Folliguet Thierry, Dibie Alain, Laborde François
Department of Cardiovascular Surgery, L'institut Mutualiste Montsouris, 42 Boulevard Jourdan, Paris 75014, France.
Future Cardiol. 2009 Sep;5(5):443-52. doi: 10.2217/fca.09.35.
Aortic valve replacement with mechanical or biological heart valves is the treatment of choice for aortic valve stenosis when it is symptomatic or with severe aortic stenosis (< or = 0.6 cm(2)/m(2)) or with left ventricular dysfunction. In an effort to improve the outcomes of patients with stented biological valves, stentless valves were introduced to clinical practices in the early 1990s. Theses valves were designed to be less obstructive, and thus result in a lower transvalvular gradient. Technically the implantations of these valves are more demanding resulting in longer cross clamp and bypass times. However, important comorbid conditions in elderly patients referred for aortic valve replacement require alternative treatment options with possible reductions of the extracorporeal bypass time and reliable hemodynamic features. In order to comply with these requirements, percutaneous valves and sutureless surgical valves have been developed. The percutaneous technique has the advantage of being performed without circulatory bypass but leaving the aortic calcifications in place, thereby resulting in a high degree of paravalvular insufficiency, atrioventricular block and strokes. The surgical approach has the advantage of removing all calcifications and the valves can be optimally implanted, resulting in minimal paravalvular leak with a low incidence of atrioventricular block and strokes; however, it requires cardiopulmonary bypass. In addition, it can be performed with a low mortality (<3% in isolated aortic replacement, even in older patients). This article reviews the various techniques, strength and limitations of these sutureless valves implanted in the aortic position.
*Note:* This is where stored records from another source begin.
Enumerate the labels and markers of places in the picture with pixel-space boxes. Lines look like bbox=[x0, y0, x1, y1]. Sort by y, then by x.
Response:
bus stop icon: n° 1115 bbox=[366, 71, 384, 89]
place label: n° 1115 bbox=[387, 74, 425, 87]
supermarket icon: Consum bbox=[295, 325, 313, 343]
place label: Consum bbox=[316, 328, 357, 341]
对于有症状的主动脉瓣狭窄、重度主动脉瓣狭窄(<或=0.6平方厘米/平方米)或左心室功能不全的患者,采用机械或生物心脏瓣膜进行主动脉瓣置换是首选治疗方法。为了改善置入支架生物瓣膜患者的治疗效果,无支架瓣膜于20世纪90年代初引入临床实践。这些瓣膜的设计旨在减少梗阻,从而降低跨瓣压差。从技术上讲,这些瓣膜的植入要求更高,导致主动脉阻断和体外循环时间更长。然而,因主动脉瓣置换而转诊的老年患者的重要合并症需要有替代治疗方案,可能要减少体外循环时间并具备可靠的血流动力学特征。为了满足这些要求,已经开发出经皮瓣膜和无缝合手术瓣膜。经皮技术的优点是无需体外循环即可进行,但主动脉钙化仍留在原位,从而导致高度的瓣周漏、房室传导阻滞和中风。手术方法的优点是可以清除所有钙化,瓣膜可以最佳方式植入,瓣周漏最小,房室传导阻滞和中风的发生率低;然而,它需要体外循环。此外,该手术死亡率较低(单纯主动脉置换时<3%,即使是老年患者)。本文综述了这些置于主动脉位置的无缝合瓣膜的各种技术、优点和局限性。